Personal Finance Co. of Paterson v. Snyder

37 A.2d 822 | N.J. | 1944

This is plaintiff's appeal from a judgment in its favor for $45.35, plaintiff claiming that the amount of the judgment should have been $300, the face of a promissory note dated October 10th, 1942, made by defendant-respondent. The defense to the claim of $300 seems to have been that in January, 1943, defendant had gone through bankruptcy, and (inferentially, though the case does not directly state) had been discharged. The claim of plaintiff on that phase of the case was that the discharge was ineffective because the debt of $300 had been fraudulently incurred, and consequently not discharged by the bankruptcy proceeding. That there was a fraudulent statement inducing the transaction of October 10th, 1942, is apparently conceded: but the claim for defendant-respondent is that on October 10th, 1942, plaintiff already held a note of defendant and his wife for $254.65, not the result of any fraud: that defendant applied on October 10th for an increase of the loan to $300, signed the note *598 now in suit (the wife not joining therein) and received the old note and the difference of $45.35; and hence, as claimed for defendant, the false statement inducing the transaction of October 10th, 1942, was referable only to the increase of $45.35 and not to the renewal of the previous loan of $254.65, so that the latter was barred by the bankruptcy. The District Court so held, and entered judgment for the $45.35 only.
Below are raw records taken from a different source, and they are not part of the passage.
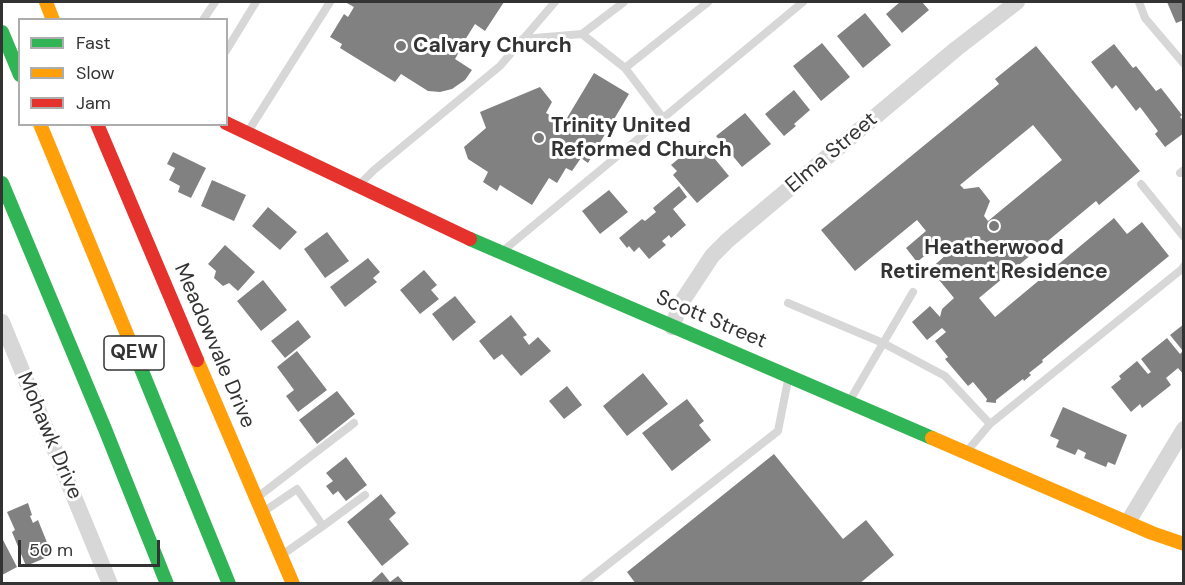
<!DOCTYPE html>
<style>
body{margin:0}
#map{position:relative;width:1185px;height:585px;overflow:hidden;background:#fff;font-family:"DM Sans",sans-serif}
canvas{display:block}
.frame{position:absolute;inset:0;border:3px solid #333;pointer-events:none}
.legend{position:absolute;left:18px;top:18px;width:210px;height:108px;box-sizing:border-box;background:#fff;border:2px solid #adadad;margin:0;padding:8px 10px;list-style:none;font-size:18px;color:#333}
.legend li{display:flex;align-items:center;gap:12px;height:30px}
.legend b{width:30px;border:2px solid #adadad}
.scale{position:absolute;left:18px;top:540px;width:142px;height:27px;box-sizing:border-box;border:3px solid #333;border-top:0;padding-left:8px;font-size:18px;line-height:21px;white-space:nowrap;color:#333;-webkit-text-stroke:4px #fff;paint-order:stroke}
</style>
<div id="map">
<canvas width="1185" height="585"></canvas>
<div class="frame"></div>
<ul class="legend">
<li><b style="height:8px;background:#30b455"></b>Fast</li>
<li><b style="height:8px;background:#ff9f0a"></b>Slow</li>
<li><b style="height:8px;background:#e5322d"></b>Jam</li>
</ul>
<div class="scale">50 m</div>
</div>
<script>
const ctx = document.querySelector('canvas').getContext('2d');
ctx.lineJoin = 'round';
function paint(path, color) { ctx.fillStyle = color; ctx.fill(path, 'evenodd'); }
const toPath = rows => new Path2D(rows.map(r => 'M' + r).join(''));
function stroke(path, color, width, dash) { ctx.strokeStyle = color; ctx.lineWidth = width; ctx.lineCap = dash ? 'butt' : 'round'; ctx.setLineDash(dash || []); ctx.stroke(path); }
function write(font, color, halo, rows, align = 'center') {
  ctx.font = font + ' "DM Sans",sans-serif'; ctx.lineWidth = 6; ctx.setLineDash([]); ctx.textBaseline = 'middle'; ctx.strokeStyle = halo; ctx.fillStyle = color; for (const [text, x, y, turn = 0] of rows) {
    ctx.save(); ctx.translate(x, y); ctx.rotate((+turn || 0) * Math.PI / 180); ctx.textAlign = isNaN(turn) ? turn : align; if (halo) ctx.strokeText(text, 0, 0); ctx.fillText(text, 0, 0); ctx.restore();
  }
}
const building = toPath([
 [345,2,504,2,485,31,475,24,458,51,459,52,455,59,472,70,465,80,452,89,440,92,428,91,401,74,395,82,340,48,342,44,330,37,344,14,348,17,354,7],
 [900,2,922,2,929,10,902,33,886,14],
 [1167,2,1184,2,1184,20,1176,23],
 [865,13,891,45,863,68,837,36],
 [822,43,850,77,821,101,793,66],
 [1114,44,1133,68,1136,66,1156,91,1161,88,1182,115,1180,117,1184,121,1184,133,1165,147,1155,134,1158,131,1140,107,1136,111,1116,85,1112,89,1091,62],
 [1036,46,1140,171,1099,205,1096,201,979,298,995,317,1114,218,1127,234,1142,222,1169,256,1042,360,1043,362,1029,373,1031,375,1024,381,1023,379,996,400,996,403,986,402,987,399,973,382,968,386,945,359,948,357,935,341,946,332,942,328,927,340,912,322,930,306,940,317,942,309,954,298,930,269,946,255,938,245,917,262,906,248,926,231,917,220,855,271,821,230,999,84,995,79],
 [1033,125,1062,160,988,221,984,216,990,201,979,187,964,189,960,185],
 [594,73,629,94,588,163,581,158,572,171,566,168,557,183,549,178,532,205,500,185,497,191,483,182,488,172,468,159,464,147,486,128,480,112,540,87,552,102,546,113,564,123],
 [794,90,810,110,794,124,796,126,784,136,765,114],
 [745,113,771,144,742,167,716,136],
 [700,141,729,176,697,203,673,175,677,171,671,165],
 [173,152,206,168,191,198,178,192,180,186,169,180,175,168,167,164],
 [212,180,246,195,234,221,201,206],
 [679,186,687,197,673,209,686,225,671,238,669,235,662,241,666,245,649,259,639,247,634,252,629,246,627,248,619,238,642,219,645,221,656,212,653,208],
 [609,190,628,212,600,234,582,211],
 [268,207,297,232,280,250,252,226],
 [327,232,349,261,325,278,304,249],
 [225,245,255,272,238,291,229,283,223,286,214,278,216,271,208,264],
 [368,258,380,272,373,278,377,282,345,307,330,287],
 [424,270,437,285,431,290,439,299,420,314,400,290],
 [263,280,287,310,261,331,237,301],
 [455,296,476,322,453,341,432,314],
 [511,315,527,335,523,337,529,345,538,337,551,351,521,376,502,354,494,360,479,341],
 [298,320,311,337,285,358,271,341],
 [1184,324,1184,375,1178,368,1166,378,1171,385,1142,408,1140,404,1131,412,1111,387,1121,379,1119,376,1137,361,1148,374,1151,372,1141,359,1167,338,1180,354,1183,351,1170,335],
 [297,351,327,390,298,412,286,396,294,390,277,367],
 [643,373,668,404,627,436,603,406],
 [567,386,582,405,564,419,549,401],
 [337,391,355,414,317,444,299,420],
 [687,399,704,421,699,425,711,440,672,471,642,433],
 [1063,407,1127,435,1115,465,1108,462,1106,467,1084,458,1086,453,1078,449,1075,455,1056,447,1059,440,1050,436],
 [774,454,843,539,866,520,894,555,859,584,636,584,627,572],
 [346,457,367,485,346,501,338,491,333,495,326,486,333,481,326,473],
 [381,494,396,513,389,519,409,544,382,566,347,522],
 [28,503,32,515,30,516,33,523,38,520,52,555,26,566,12,532,15,530,7,512],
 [2,538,17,567,2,575],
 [382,572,390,582,398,576,405,584,372,584,371,582]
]);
const lane = toPath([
 [1139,2,1145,18,1184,64],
 [203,20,215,2],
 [582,34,625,68,663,118],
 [523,39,582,34,624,2],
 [226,51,256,2],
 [625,68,708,2],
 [249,130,330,2],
 [1180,173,1184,170],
 [360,184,374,170,500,66,555,2],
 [1141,184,1184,237],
 [504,250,803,2],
 [788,303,883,343,945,376,990,424],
 [850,400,913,292],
 [968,450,990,424,1182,269,1184,266],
 [259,496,354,423],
 [263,512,297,489,323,526,282,555],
 [323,526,365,495],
 [583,584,778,431,788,380]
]);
const street = toPath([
 [2,322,110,584],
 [672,327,681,303,712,256,728,240,956,49,1017,2],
 [1128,522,1184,429]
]);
const fast = toPath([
 [2,32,20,75],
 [2,183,105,429,167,584],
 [470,239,932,438],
 [133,349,229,584]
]);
const slow = toPath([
 [46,2,53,20],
 [40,124,133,349],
 [197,360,293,584],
 [932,438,1152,533,1184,544]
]);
const jam = toPath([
 [226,123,470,239],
 [97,124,197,360]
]);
const markers = [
 [401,46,6,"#7a7a7a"],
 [539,138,6,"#7a7a7a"],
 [994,226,6,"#7a7a7a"]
];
const shields = [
 [134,353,60]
];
const shieldNames = [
 ["QEW",134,353]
];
const poiNames = [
 ["Calvary Church",413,46],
 ["Trinity United",551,126],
 ["Reformed Church",551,150],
 ["Heatherwood",994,248,"center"],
 ["Retirement Residence",994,272,"center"]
];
const streetNames = [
 ["Elma Street",832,153,-40],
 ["Scott Street",711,320,23],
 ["Meadowvale Drive",214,346,67],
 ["Mohawk Drive",49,436,67]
];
paint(building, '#818181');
stroke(lane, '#d7d7d7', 8);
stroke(street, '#d7d7d7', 16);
stroke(fast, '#30b455', 14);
stroke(slow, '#ff9f0a', 14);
stroke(jam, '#e5322d', 14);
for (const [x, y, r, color] of markers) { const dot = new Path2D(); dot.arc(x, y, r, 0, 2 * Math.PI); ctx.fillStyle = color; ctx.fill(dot); stroke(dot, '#fff', 2); }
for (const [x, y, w] of shields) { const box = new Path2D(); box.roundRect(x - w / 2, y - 17, w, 34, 4.5); ctx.fillStyle = '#fff'; ctx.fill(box); stroke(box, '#333', 1.5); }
write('bold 20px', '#333', null, shieldNames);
write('bold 21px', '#333', '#fff', poiNames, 'left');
write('21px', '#333', '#fff', streetNames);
</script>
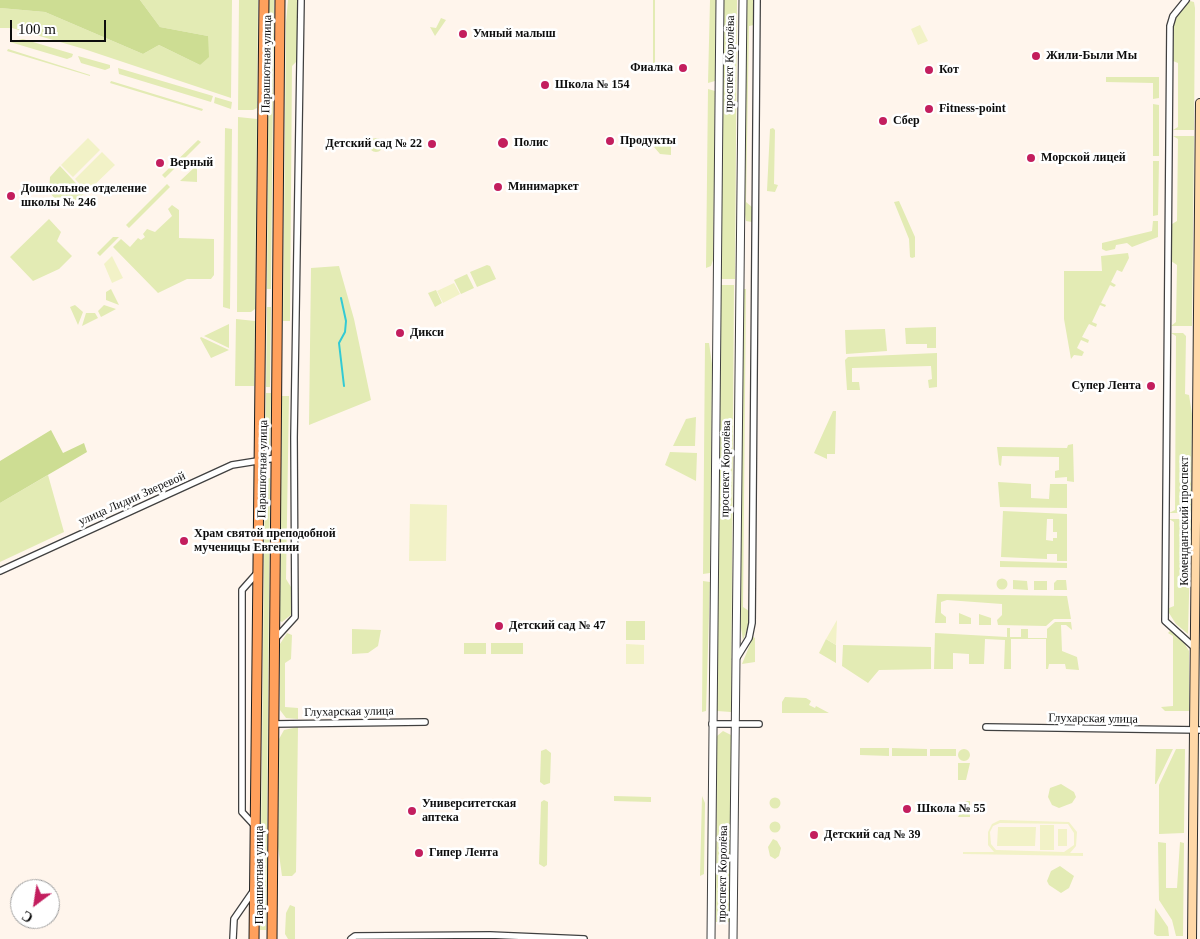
<!DOCTYPE html>
<html>
<head>
<meta charset="utf-8">
<style>
  body { margin:0 }
  #map { position:relative; width:1200px; height:939px; overflow:hidden; background:#fff5ec; font-family:"Times New Roman",serif }
  canvas { display:block }
  .north { position:absolute; left:10px; top:879px; width:50px; height:50px; box-sizing:border-box; background:#fff; border:1px solid #9e9e9e; border-radius:50%; rotate:211deg; font-size:14px; font-weight:700; line-height:20px; text-align:center; color:#0d0d0d }
  .north::after { content:''; display:block; margin:auto; width:18px; height:22px; background:#c31e5e; clip-path:polygon(50% 0,100% 100%,50% 72%,0 100%) }
  .scale { position:absolute; left:10px; top:20px; width:96px; height:22px; box-sizing:border-box; border:2px solid #0d0d0d; border-top:0; padding-left:6px; font-size:15px; line-height:18px; white-space:nowrap; color:#0d0d0d; -webkit-text-stroke:4px #fff; paint-order:stroke }
</style>
</head>
<body>
<div id="map">
<canvas width="1200" height="939"></canvas>
<div class="north">С</div>
<div class="scale">100 m</div>
</div>
<script>
const context = document.querySelector('canvas').getContext('2d');
context.lineJoin = 'round';
function fill(path, color) {
  context.fillStyle = color;
  context.fill(path, 'evenodd');
}
function toPath(rows) {
  const path = new Path2D();
  for (const r of rows) {
    if (r.length === 3) {
      path.moveTo(r[0] + r[2], r[1]);
      path.arc(r[0], r[1], r[2], 0, 2 * Math.PI);
      continue;
    }
    path.moveTo(r[0], r[1]);
    for (let i = 2; i < r.length; i += 2) path.lineTo(r[i], r[i + 1]);
  }
  return path;
}
function stroke(path, color, width, dash) {
  context.strokeStyle = color;
  context.lineWidth = width;
  context.lineCap = dash ? 'butt' : 'round';
  context.setLineDash(dash || []);
  context.stroke(path);
}
function label(font, color, halo, rows, align = 'center') {
  context.font = font + ' "Times New Roman",serif';
  context.lineWidth = 5;
  context.setLineDash([]);
  context.textBaseline = 'middle';
  context.strokeStyle = halo;
  context.fillStyle = color;
  for (const [text, x, y, turn = 0] of rows) {
    context.save();
    context.translate(x, y);
    context.rotate((+turn || 0) * Math.PI / 180);
    context.textAlign = isNaN(turn) ? turn : align;
    if (halo) context.strokeText(text, 0, 0);
    context.fillText(text, 0, 0);
    context.restore();
  }
}
const green = toPath([
  [140,0,232,0,231,98,84,49,12,28,0,28,0,8,45,12,143,54,159,45,200,65,208,36,160,27],
  [239,0,258,0,257,108,253,110,238,110],
  [269,0,274,0,271,289,267,289],
  [288,0,297,0,298,4,297,61,292,66,290,321,283,321,286,23],
  [653,0,655,0,655,69,653,69],
  [710,0,716,0,715,81,708,83],
  [724,0,737,0,735,279,721,279],
  [747,0,753,0,754,5,754,25,749,26,746,202,752,207,752,222,746,221,743,202],
  [1190,1,1194,2,1195,8,1194,130,1173,130,1178,127,1178,63,1173,61,1174,25,1178,13],
  [441,18,446,20,435,36,430,27,436,28],
  [23,39,73,54,72,57,67,59,10,42],
  [8,49,90,75,90,76,7,51],
  [78,56,110,65,110,68,105,70,81,63],
  [118,68,213,96,211,102,119,74],
  [1106,77,1159,77,1159,98,1153,99,1153,83,1106,82],
  [111,81,203,109,202,111,110,83],
  [708,89,715,91,713,260,711,266,706,268],
  [215,97,232,102,231,109,214,103],
  [1153,104,1159,105,1159,156,1153,156],
  [238,117,257,119,255,309,251,312,237,312],
  [225,128,232,129,230,309,223,307],
  [773,128,775,130,774,184,778,185,775,192,767,191,770,129],
  [1173,136,1194,136,1192,326,1171,326,1176,322,1177,265,1171,261,1172,224,1177,221,1178,139],
  [376,145,7],
  [198,140,201,142,165,178,162,175],
  [660,141,671,145,671,155,660,154,654,147],
  [1153,161,1159,161,1158,215,1153,216],
  [197,165,197,182,180,181],
  [60,166,85,193,74,202,59,203,49,192,50,177],
  [167,184,170,187,129,228,126,225],
  [899,201,915,237,915,257,912,258,910,257,909,239,894,202],
  [172,205,179,210,179,238,214,239,214,275,211,279,187,279,158,293,113,247,121,239,130,247,138,238,141,240,145,237,143,234,147,229,155,232,172,216,168,209],
  [49,219,61,232,57,241,72,256,59,269,33,281,10,257],
  [1153,221,1158,221,1158,237,1132,247,1127,243,1116,245,1115,249,1106,251,1102,249,1102,243,1152,231],
  [113,237,119,237,100,256,97,253],
  [1128,253,1129,258,1122,272,1117,270,1111,282,1116,285,1114,287,1110,285,1101,303,1106,305,1105,307,1100,305,1092,322,1097,324,1096,327,1089,324,1082,337,1089,340,1088,343,1081,340,1077,348,1084,352,1082,356,1074,355,1071,359,1064,319,1064,271,1102,271,1101,256],
  [487,265,490,266,496,279,477,287,470,272],
  [339,266,354,319,371,400,309,425,311,268],
  [467,274,474,288,461,294,454,280],
  [721,285,734,285,731,712,717,711],
  [111,289,119,305,106,300,106,292],
  [742,289,746,289,743,607,749,611,748,627,743,640,739,616],
  [436,290,442,303,435,307,428,293],
  [75,305,83,312,78,325,70,307],
  [104,305,116,309,101,317,98,311],
  [267,307,271,307,270,387,266,387],
  [86,313,95,313,98,318,82,326],
  [236,319,255,321,254,386,235,386],
  [229,324,229,348,204,336],
  [936,327,936,348,927,348,927,344,906,344,905,328],
  [885,329,887,351,846,354,845,330],
  [1171,333,1183,333,1186,336,1185,394,1189,395,1192,414,1191,513,1169,513,1175,510,1176,336],
  [201,337,229,350,211,358,200,338],
  [705,343,709,343,712,364,710,573,703,574],
  [937,353,937,387,929,388,928,380,932,379,931,366,852,368,852,382,859,382,860,390,847,390,845,360,848,357],
  [266,393,271,393,270,447,265,448],
  [282,396,289,396,286,579,291,587,292,614,282,622,280,621],
  [833,411,836,411,835,454,827,454,827,459,814,453],
  [696,417,695,446,673,446,686,419],
  [1073,444,1074,482,1067,481,1067,477,1055,478,1055,471,1059,470,1059,457,1002,456,1001,466,999,465,997,447,1067,448,1068,445],
  [670,452,697,453,696,481,665,465],
  [48,475,64,532,0,562,0,503],
  [265,478,270,478,266,930,260,930],
  [998,482,1031,484,1031,498,1049,499,1050,484,1067,484,1067,508,1000,507],
  [1003,511,1067,514,1067,561,1057,561,1057,554,1047,554,1047,559,1001,557],
  [1047,519,1053,519,1053,532,1057,532,1057,538,1053,538,1053,541,1046,540],
  [1169,519,1191,519,1188,634,1176,624,1169,613,1169,608,1174,606,1174,522],
  [1000,561,1067,563,1067,568,1000,567],
  [1002,584,5.5],
  [1013,580,1027,581,1028,590,1013,589],
  [1057,580,1066,580,1067,590,1054,590,1054,583],
  [703,581,710,582,706,711,702,712],
  [1034,581,1047,581,1047,590,1034,590],
  [937,594,1067,596,1071,619,1054,619,1046,626,998,625,997,620,1002,615,1002,604,947,600,941,602,941,613,946,617,946,623,935,623],
  [959,613,971,618,971,624,959,624],
  [979,614,991,618,991,625,979,625],
  [626,621,645,621,645,640,626,640],
  [1055,622,1071,622,1072,630,1066,625,1061,625,1062,651,1077,657,1079,670,1066,669,1065,664,1049,664,1048,669,1046,669,1046,639,1011,639,1011,669,1004,669,1005,640,985,639,984,664,969,664,969,654,953,653,953,669,934,669,935,633,1007,637,1007,628,1010,628,1010,637,1021,637,1021,629,1028,629,1028,638,1047,638,1047,629],
  [352,629,381,630,378,646,368,653,352,654],
  [1171,630,1184,643,1189,651,1189,711,1165,711,1161,707,1173,706,1173,636,1168,633],
  [287,633,292,635,291,659,285,663,285,707,298,708,298,719,286,718,280,710,280,644],
  [753,637,755,638,755,662,742,664],
  [826,639,836,645,836,663,819,653],
  [464,643,486,643,486,654,464,654],
  [491,643,523,643,523,654,491,654],
  [843,645,931,647,931,669,879,670,868,683,842,666],
  [785,697,806,698,811,701,809,705,815,708,816,706,829,713,782,713,782,702],
  [298,727,296,872,292,876,282,876,278,847,279,739,284,730],
  [723,731,731,735,732,764,729,922,716,922,717,736],
  [860,748,889,748,889,756,860,755],
  [892,748,927,749,927,756,892,756],
  [964,755,6],
  [546,749,551,753,550,783,544,785,540,782,541,751],
  [930,749,956,749,956,756,930,756],
  [1156,749,1173,749,1156,784,1155,784],
  [1176,749,1185,749,1184,833,1159,834,1159,785],
  [958,763,970,763,966,780,958,780],
  [1061,784,1074,792,1076,797,1072,803,1059,808,1052,805,1048,797,1050,788],
  [614,796,651,797,651,802,614,801],
  [702,796,705,803,704,874,700,876],
  [775,803,5.5],
  [544,800,548,802,547,865,544,867,539,864,541,802],
  [966,801,970,801,970,817,958,817],
  [775,827,5.5],
  [773,839,777,841,781,848,779,856,775,859,770,856,768,847],
  [1158,842,1166,843,1166,888,1177,888,1180,842,1184,843,1183,936,1176,936,1172,920,1159,900],
  [1060,866,1074,876,1069,888,1061,893,1049,885,1047,881,1051,871],
  [290,905,295,907,295,939,288,939,285,934,286,913],
  [1155,908,1168,927,1169,936,1157,936,1154,934]
]);
const forest = toPath([
  [0,0,140,0,160,27,208,36,209,57,200,65,159,45,143,54,45,12,0,8],
  [51,430,63,453,84,443,87,452,0,503,0,461]
]);
const pitch = toPath([
  [920,25,928,41,918,45,911,29],
  [88,138,100,150,73,177,61,165],
  [102,152,115,165,87,192,75,179],
  [112,256,123,278,112,283,104,264],
  [454,283,460,294,443,303,437,291],
  [410,504,447,505,446,561,409,561],
  [837,620,836,645,826,639],
  [626,644,644,645,644,664,626,664],
  [1000,820,1069,822,1077,832,1076,846,1070,853,1083,853,1083,856,963,854,963,852,994,852,988,845,988,832,992,824],
  [1000,823,1068,824,1074,833,1074,845,1064,852,996,850,991,844,990,832,993,826],
  [1040,825,1054,825,1054,850,1040,850],
  [998,827,1036,827,1035,846,997,846],
  [1058,829,1067,829,1067,846,1058,846]
]);
const stream = toPath([
  [341,298,346,321,345,332,339,343,344,386]
]);
const minor = toPath([
  [1186,0,1173,16,1170,26,1165,621,1195,648],
  [0,571,232,465,276,458],
  [275,639,295,617,294,437,301,0],
  [736,659,749,638,752,623,757,0],
  [273,724,425,722],
  [712,724,759,724],
  [986,727,1200,730],
  [255,826,242,812,242,590,258,572],
  [233,939,234,919,254,890],
  [351,939,355,936,490,935,584,939]
]);
const tertiary = toPath([
  [711,939,720,0],
  [733,939,743,0]
]);
const secondary = toPath([
  [1192,939,1200,103]
]);
const primary = toPath([
  [254,939,264,0],
  [272,939,280,0]
]);
const markers = [
  [463,34,5,"#c31e5e"],
  [1036,56,5,"#c31e5e"],
  [683,68,5,"#c31e5e"],
  [929,70,5,"#c31e5e"],
  [545,85,5,"#c31e5e"],
  [929,109,5,"#c31e5e"],
  [883,121,5,"#c31e5e"],
  [610,141,5,"#c31e5e"],
  [503,143,6,"#c31e5e"],
  [432,144,5,"#c31e5e"],
  [1031,158,5,"#c31e5e"],
  [160,163,5,"#c31e5e"],
  [498,187,5,"#c31e5e"],
  [11,196,5,"#c31e5e"],
  [400,333,5,"#c31e5e"],
  [1151,386,5,"#c31e5e"],
  [184,541,5,"#c31e5e"],
  [499,626,5,"#c31e5e"],
  [907,809,5,"#c31e5e"],
  [412,811,5,"#c31e5e"],
  [814,835,5,"#c31e5e"],
  [419,853,5,"#c31e5e"]
];
const poiNames = [
  ["Умный малыш",473,34],
  ["Жили-Были Мы",1046,56],
  ["Фиалка",673,68,"right"],
  ["Кот",939,70],
  ["Школа № 154",555,85],
  ["Fitness-point",939,109],
  ["Сбер",893,121],
  ["Продукты",620,141],
  ["Полис",514,143],
  ["Детский сад № 22",422,144,"right"],
  ["Морской лицей",1041,158],
  ["Верный",170,163],
  ["Минимаркет",508,187],
  ["Дошкольное отделение",21,189],
  ["школы № 246",21,203],
  ["Дикси",410,333],
  ["Супер Лента",1141,386,"right"],
  ["Храм святой преподобной",194,534],
  ["мученицы Евгении",194,548],
  ["Детский сад № 47",509,626],
  ["Университетская",422,804],
  ["аптека",422,818],
  ["Школа № 55",917,809],
  ["Детский сад № 39",824,835],
  ["Гипер Лента",429,853]
];
const streetNames = [
  ["Парашютная улица",267,64,-89],
  ["проспект Королёва",730,64,-89],
  ["Парашютная улица",263,469,-89],
  ["проспект Королёва",726,469,-89],
  ["улица Лидии Зверевой",132,499,-24],
  ["Комендантский проспект",1185,521,-90],
  ["Глухарская улица",349,712,-1],
  ["Глухарская улица",1093,719,1],
  ["проспект Королёва",723,874,-89],
  ["Парашютная улица",260,875,-90]
];
fill(green, '#e3ebb4');
fill(forest, '#cddd93');
fill(pitch, '#f2f2c7');
stroke(stream, '#32cad4', 2);
stroke(minor, '#404040', 8);
stroke(tertiary, '#404040', 9);
stroke(secondary, '#2f2f2f', 10);
stroke(primary, '#1e1e1e', 11);
stroke(minor, '#fff', 5.5);
stroke(tertiary, '#fff', 7);
stroke(secondary, '#ffd8a7', 8);
stroke(primary, '#ffa05c', 9);
for (const [x, y, r, color] of markers) {
  const dot = new Path2D();
  dot.arc(x, y, r, 0, 2 * Math.PI);
  context.fillStyle = color;
  context.fill(dot);
  stroke(dot, '#fff', 2);
}
label('bold 12px', '#0d0d0d', '#fff', poiNames, 'left');
label('12px', '#0d0d0d', '#fff', streetNames);
</script>
</body>
</html>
We consider that this was error. The legal effect of the transaction of October 10th, 1942, was the extinguishment of the existing debt of defendant and his wife, the amount of which was $254.65, and the creation of a new debt of defendant alone, induced by fraud, of $300. The argument that defendant received only $45.35 in cash ignores the fact that he received a renewal of the $254.65 for which he was liable, based on admitted fraud, to which the bankruptcy was no bar.

The judgment will be reversed and a new judgment entered in this court for $300 and costs.